:: Exercise requirements ::
Using the listing that follows, filter out every line lacking the string "controls" and return the rest.

:: Records ::

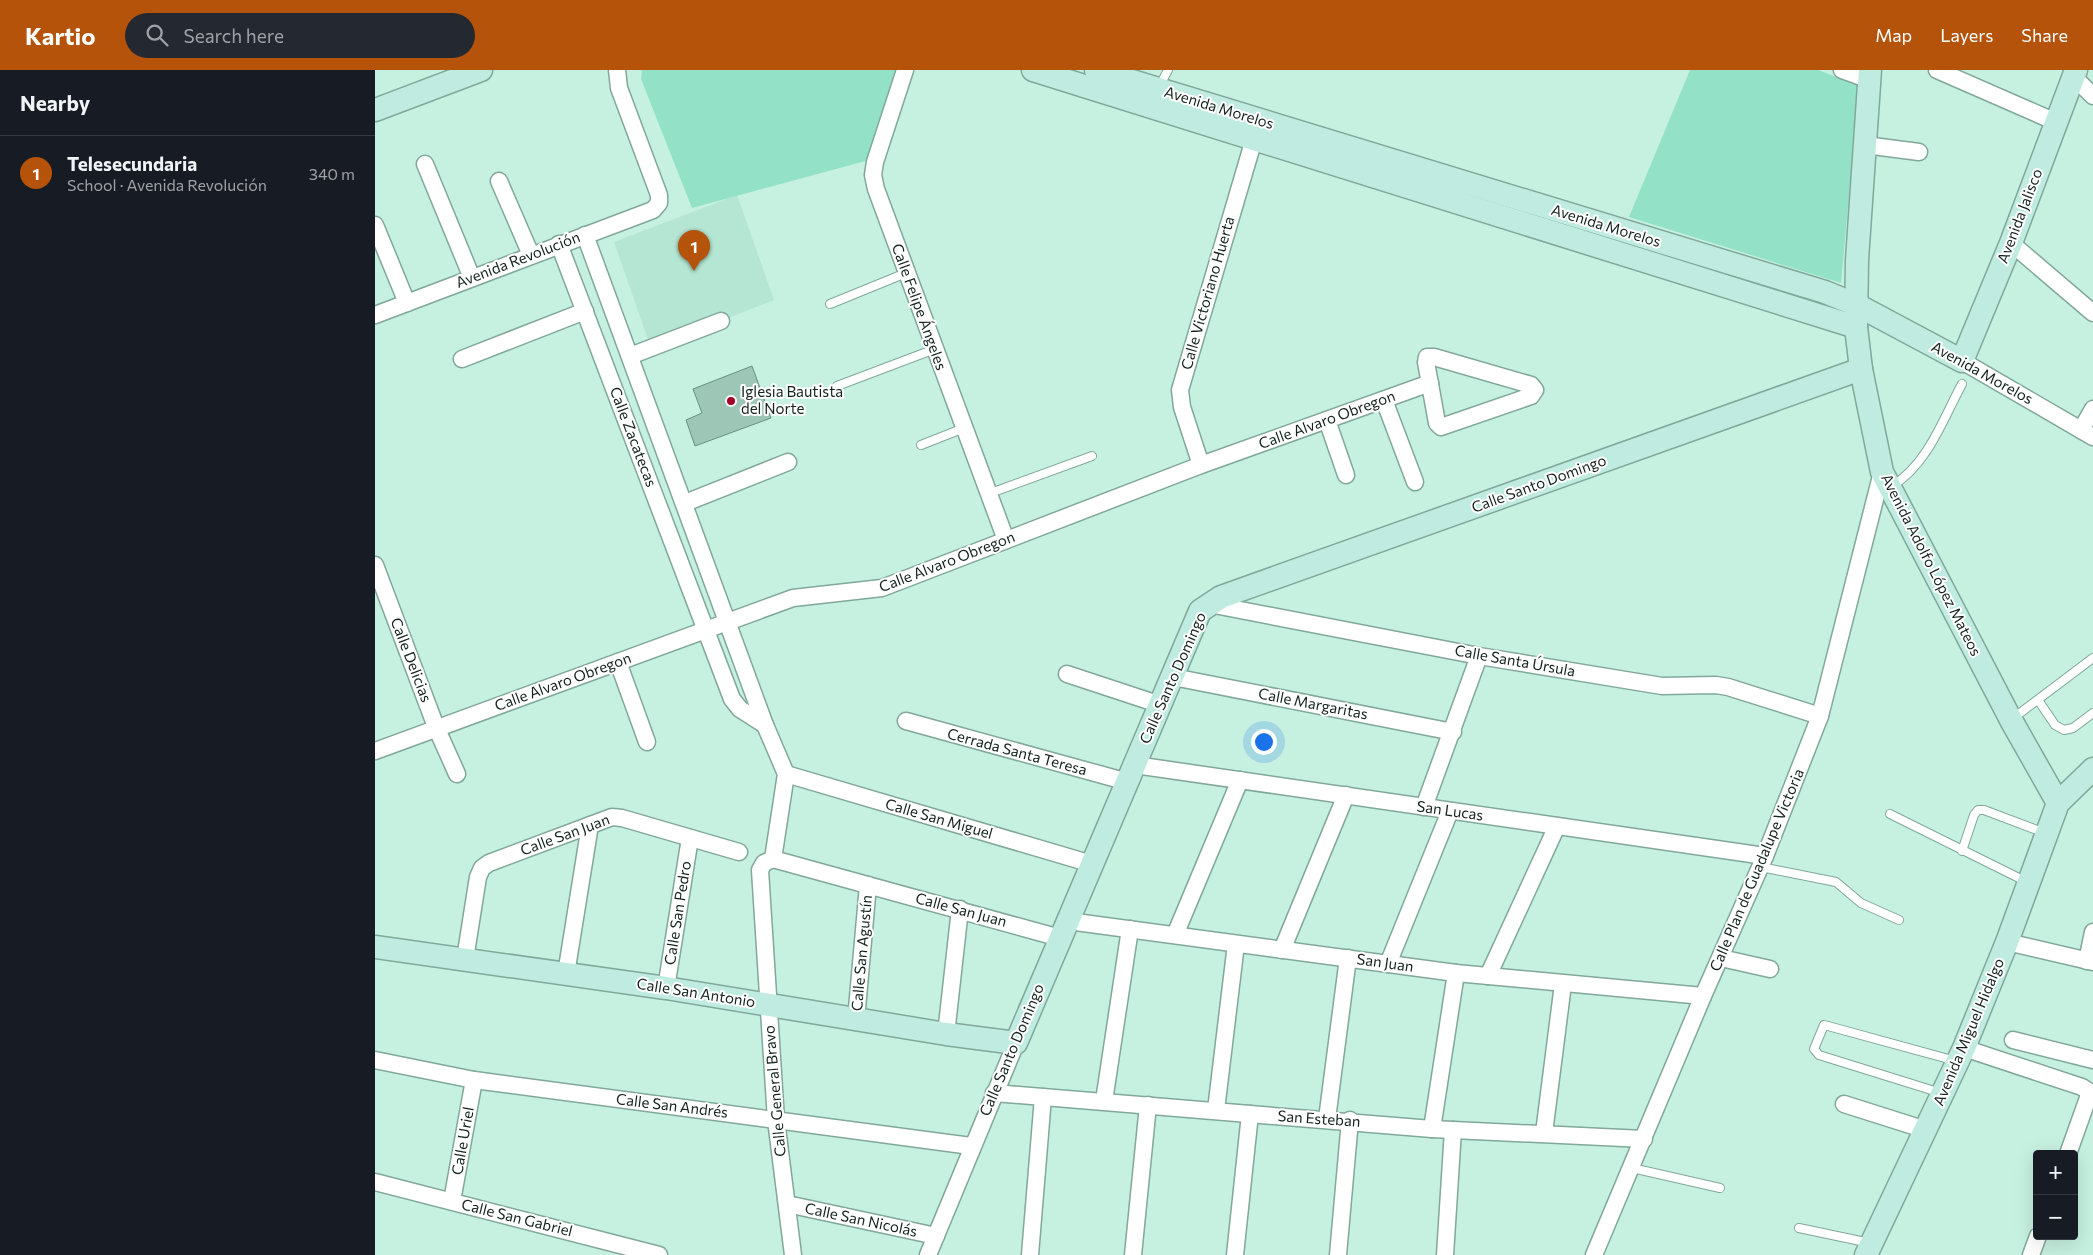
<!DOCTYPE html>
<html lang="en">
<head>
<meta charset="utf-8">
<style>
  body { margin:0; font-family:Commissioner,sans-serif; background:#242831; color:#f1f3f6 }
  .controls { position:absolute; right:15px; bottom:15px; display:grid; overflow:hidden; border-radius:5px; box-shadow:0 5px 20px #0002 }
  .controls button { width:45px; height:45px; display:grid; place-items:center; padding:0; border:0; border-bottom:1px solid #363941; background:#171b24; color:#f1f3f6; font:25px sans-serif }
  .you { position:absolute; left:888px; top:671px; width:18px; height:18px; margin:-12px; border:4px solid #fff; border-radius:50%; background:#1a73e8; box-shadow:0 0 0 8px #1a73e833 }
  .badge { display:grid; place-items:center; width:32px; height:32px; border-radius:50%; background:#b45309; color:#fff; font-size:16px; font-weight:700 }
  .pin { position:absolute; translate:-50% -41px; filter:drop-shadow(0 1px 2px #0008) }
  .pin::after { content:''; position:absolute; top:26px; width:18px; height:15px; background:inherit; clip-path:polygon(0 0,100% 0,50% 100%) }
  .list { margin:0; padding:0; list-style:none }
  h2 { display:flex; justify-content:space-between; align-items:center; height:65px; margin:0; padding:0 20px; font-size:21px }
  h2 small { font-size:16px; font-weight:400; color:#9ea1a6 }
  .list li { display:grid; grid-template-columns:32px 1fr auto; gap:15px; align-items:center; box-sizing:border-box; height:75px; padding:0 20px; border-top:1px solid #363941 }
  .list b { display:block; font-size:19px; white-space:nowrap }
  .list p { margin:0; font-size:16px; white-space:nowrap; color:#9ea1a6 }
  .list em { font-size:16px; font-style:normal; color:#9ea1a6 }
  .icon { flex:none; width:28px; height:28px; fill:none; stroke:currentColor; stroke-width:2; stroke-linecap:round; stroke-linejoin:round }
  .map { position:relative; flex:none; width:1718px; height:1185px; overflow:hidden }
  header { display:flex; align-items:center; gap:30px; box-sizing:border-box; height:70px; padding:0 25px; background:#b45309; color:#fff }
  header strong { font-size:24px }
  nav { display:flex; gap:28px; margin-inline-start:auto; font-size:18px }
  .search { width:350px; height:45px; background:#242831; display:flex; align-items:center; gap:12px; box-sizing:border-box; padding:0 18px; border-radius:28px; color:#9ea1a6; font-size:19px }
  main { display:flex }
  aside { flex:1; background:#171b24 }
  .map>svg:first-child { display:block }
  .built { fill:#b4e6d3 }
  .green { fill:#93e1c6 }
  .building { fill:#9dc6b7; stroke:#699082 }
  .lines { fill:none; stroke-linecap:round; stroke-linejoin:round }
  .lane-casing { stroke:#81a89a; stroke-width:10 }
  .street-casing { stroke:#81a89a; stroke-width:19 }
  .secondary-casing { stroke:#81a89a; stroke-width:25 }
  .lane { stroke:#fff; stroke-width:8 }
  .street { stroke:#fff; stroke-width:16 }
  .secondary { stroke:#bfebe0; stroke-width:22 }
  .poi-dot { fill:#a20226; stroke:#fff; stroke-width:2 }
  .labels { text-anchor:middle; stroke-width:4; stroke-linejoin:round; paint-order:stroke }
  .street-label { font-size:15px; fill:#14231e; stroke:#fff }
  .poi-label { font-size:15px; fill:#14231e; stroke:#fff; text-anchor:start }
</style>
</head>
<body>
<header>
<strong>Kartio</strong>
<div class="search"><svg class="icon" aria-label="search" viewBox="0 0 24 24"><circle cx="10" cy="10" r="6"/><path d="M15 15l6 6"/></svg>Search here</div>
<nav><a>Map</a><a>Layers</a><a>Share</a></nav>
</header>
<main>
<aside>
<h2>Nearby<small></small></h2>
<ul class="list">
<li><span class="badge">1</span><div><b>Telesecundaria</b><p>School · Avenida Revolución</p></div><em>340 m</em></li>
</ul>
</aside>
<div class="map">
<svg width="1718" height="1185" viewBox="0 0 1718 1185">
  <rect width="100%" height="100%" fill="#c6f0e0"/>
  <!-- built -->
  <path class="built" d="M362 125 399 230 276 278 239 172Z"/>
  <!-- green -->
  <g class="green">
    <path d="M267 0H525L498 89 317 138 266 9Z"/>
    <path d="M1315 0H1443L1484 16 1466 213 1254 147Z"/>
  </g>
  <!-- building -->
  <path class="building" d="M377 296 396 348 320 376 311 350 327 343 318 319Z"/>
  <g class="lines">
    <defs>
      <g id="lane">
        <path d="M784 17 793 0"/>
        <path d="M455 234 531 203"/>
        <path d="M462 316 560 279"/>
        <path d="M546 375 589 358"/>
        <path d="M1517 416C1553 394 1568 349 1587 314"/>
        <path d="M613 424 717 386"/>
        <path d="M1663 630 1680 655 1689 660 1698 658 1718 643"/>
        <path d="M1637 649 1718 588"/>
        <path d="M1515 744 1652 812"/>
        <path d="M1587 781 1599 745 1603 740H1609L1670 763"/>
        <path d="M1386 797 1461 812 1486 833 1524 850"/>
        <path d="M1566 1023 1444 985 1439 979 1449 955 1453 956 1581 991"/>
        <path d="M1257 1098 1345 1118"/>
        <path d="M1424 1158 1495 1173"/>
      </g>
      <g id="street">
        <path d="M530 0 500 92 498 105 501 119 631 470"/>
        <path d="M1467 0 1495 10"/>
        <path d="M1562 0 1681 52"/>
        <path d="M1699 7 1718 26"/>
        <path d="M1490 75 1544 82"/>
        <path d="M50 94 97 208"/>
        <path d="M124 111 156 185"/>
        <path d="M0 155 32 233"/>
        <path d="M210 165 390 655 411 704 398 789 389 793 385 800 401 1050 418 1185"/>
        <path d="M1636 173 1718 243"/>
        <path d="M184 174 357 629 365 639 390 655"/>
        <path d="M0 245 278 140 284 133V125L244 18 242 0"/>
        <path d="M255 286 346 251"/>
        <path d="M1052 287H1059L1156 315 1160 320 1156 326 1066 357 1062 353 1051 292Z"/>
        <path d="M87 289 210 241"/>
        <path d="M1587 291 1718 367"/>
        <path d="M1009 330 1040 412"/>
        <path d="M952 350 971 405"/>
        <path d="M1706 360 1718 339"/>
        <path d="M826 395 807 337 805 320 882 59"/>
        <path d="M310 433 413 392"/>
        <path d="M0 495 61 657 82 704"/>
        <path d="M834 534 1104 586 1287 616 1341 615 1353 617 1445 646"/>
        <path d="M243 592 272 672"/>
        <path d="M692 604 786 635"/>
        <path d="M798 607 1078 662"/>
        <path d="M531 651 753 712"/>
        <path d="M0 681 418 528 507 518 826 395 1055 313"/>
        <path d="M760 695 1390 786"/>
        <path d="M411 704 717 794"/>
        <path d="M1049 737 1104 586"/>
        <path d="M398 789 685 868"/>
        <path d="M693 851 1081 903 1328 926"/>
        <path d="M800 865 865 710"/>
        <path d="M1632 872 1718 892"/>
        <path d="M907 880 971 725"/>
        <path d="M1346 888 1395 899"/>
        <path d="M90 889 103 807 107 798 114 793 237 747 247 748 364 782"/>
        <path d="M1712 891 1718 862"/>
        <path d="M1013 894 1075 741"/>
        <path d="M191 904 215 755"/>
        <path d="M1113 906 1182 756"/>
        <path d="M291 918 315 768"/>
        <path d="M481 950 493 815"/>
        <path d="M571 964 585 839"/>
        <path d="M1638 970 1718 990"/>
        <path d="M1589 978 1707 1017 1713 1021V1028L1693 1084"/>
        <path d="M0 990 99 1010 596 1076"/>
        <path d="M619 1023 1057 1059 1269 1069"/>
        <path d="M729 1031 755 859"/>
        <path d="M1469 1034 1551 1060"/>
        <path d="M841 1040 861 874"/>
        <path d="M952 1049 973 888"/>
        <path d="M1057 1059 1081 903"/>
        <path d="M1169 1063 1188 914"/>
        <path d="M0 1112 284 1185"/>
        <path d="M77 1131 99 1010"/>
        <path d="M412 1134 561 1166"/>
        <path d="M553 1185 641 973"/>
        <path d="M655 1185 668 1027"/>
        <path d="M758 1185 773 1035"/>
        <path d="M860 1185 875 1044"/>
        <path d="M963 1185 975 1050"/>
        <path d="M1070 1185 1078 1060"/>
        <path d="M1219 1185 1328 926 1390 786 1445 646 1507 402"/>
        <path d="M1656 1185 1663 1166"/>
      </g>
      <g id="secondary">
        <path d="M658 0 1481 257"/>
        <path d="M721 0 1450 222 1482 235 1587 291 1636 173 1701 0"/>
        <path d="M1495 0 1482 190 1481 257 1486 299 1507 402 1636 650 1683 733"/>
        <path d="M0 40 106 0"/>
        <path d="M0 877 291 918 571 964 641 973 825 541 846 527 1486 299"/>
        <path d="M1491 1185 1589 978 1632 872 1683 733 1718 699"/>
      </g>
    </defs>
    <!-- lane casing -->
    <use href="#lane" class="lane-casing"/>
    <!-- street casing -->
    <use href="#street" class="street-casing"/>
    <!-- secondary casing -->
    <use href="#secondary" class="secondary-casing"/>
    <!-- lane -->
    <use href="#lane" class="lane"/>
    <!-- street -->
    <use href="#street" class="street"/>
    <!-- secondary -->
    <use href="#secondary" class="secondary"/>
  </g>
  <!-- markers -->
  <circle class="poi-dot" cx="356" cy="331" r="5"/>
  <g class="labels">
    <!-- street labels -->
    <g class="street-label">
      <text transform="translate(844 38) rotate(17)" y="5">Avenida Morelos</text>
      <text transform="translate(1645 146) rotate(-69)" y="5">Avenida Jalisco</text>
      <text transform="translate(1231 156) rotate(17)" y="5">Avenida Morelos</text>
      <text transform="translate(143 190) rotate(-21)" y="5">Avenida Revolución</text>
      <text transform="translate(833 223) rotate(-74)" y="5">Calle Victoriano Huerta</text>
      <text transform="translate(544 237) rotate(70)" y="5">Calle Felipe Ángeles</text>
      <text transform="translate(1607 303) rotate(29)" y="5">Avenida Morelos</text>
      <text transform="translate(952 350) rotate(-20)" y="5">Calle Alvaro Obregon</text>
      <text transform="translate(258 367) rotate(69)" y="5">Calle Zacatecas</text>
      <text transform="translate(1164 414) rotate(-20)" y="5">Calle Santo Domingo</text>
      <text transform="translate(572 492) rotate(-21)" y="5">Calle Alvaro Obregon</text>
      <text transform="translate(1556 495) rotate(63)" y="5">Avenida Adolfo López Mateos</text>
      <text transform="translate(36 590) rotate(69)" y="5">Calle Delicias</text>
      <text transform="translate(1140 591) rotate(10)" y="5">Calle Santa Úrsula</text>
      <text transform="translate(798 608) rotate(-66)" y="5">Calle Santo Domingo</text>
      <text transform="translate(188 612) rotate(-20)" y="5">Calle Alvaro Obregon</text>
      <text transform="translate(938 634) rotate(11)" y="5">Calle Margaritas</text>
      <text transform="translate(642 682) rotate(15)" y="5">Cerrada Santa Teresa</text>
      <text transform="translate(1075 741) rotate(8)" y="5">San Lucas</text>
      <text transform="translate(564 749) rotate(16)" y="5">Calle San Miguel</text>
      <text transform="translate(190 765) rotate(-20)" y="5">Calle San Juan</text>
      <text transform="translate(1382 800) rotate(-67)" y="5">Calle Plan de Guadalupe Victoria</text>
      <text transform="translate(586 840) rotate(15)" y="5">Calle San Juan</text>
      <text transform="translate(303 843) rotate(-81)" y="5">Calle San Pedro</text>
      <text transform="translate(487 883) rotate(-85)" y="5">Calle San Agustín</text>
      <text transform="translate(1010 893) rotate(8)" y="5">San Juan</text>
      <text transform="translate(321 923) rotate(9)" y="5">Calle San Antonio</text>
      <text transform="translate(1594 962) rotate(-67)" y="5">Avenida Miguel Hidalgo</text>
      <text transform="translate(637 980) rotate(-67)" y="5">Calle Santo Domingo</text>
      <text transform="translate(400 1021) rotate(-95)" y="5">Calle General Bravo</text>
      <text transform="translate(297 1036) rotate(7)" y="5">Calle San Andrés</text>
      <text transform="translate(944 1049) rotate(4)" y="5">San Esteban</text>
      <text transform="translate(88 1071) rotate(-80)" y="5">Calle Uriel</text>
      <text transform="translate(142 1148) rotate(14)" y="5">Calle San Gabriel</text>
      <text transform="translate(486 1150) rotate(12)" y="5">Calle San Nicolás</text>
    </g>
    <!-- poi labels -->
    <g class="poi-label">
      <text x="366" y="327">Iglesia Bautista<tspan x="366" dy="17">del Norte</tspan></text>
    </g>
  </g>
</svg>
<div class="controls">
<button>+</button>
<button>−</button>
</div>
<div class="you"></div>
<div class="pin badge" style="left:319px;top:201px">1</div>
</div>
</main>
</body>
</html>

:: Response box ::
  .controls { position:absolute; right:15px; bottom:15px; display:grid; overflow:hidden; border-radius:5px; box-shadow:0 5px 20px #0002 }
  .controls button { width:45px; height:45px; display:grid; place-items:center; padding:0; border:0; border-bottom:1px solid #363941; background:#171b24; color:#f1f3f6; font:25px sans-serif }
<div class="controls">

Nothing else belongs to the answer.